Writer and photographer, 1972—. A motivational and business speaker, Detroit, MI.
The Train of Tomorrow, Indiana University Press (Bloomington, IN), 2007.
The Keys: The Textbook to a Successful Life, SimpleWords Press (Gatlinburg, TN), 2008.
In The Train of Tomorrow, business and motivational speaker Ric Morgan tells the story of the great glamour trains of the 1940s and 1950s. The Train of Tomorrow was the brainchild of Cyrus R. Osborn, an executive of the Electro-Motive division of General Motors, who envisioned the train during World War II as a way to promote sales of its diesel locomotives. The most spectacular part of the train was the "dome car," Osborn's own contribution. The dome car offered passengers a full 360-degree panoramic view of the scenery through which they were passing from a glass-enclosed bubble over the second level of the car.
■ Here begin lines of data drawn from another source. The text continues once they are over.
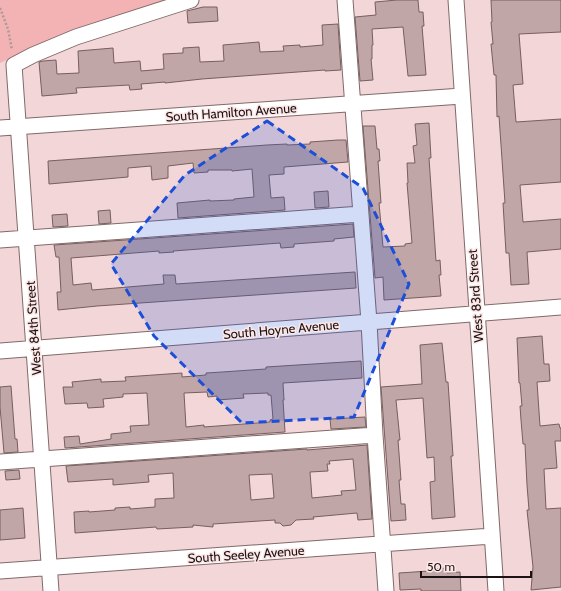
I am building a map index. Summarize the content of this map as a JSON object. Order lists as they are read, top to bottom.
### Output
{
  "streets": {
    "street": [
      "South Hamilton Avenue",
      "West 83rd Street",
      "West 84th Street",
      "South Hoyne Avenue",
      "South Seeley Avenue"
    ]
  },
  "crossings": [
    ["South Hamilton Avenue", "West 83rd Street"],
    ["South Hamilton Avenue", "West 84th Street"],
    ["West 83rd Street", "South Hoyne Avenue"],
    ["West 83rd Street", "South Seeley Avenue"],
    ["West 84th Street", "South Hoyne Avenue"],
    ["West 84th Street", "South Seeley Avenue"]
  ],
  "scale_bar": "50 m"
}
Osborn conceived of the dome car while traveling through Glenwood Canyon in Colorado—he realized that passengers were missing opportunities to enjoy marvelous scenery—and made a sketch of the idea on a piece of Hotel Utah stationery at his stop in Salt Lake City.
Osborn and his fellow GM executives pooled their ideas in 1947, and created a "concept train" (like the modern "concept cars" featured at automotive shows internationally) that included a 2,000-horsepower Electro-Motive diesel engine that pulled four dome cars featuring the latest in modern comfort and engineering technology, including the "latest in transportation chic," explained Michael S. Gant in Metroactive, "with etched-glass panels, private dining rooms and custom silver- and glassware—not to mention evocative car names: Star Dust, Sky View, Dream Cloud and Moon Glow." Constructed by the Pullman-Standard Car Company (a corporation with a reputation built on constructing luxury railroad vehicles), the Train of Tomorrow toured the United States for more than two years, making the idea of train travel appealing in an America that was rediscovering its love affair with the automobile at the same time. In 1950, General Motors sold the entire train, including the dome cars, to the Union Pacific, where it carried passengers between Seattle, Washington, and Portland, Oregon, for a decade.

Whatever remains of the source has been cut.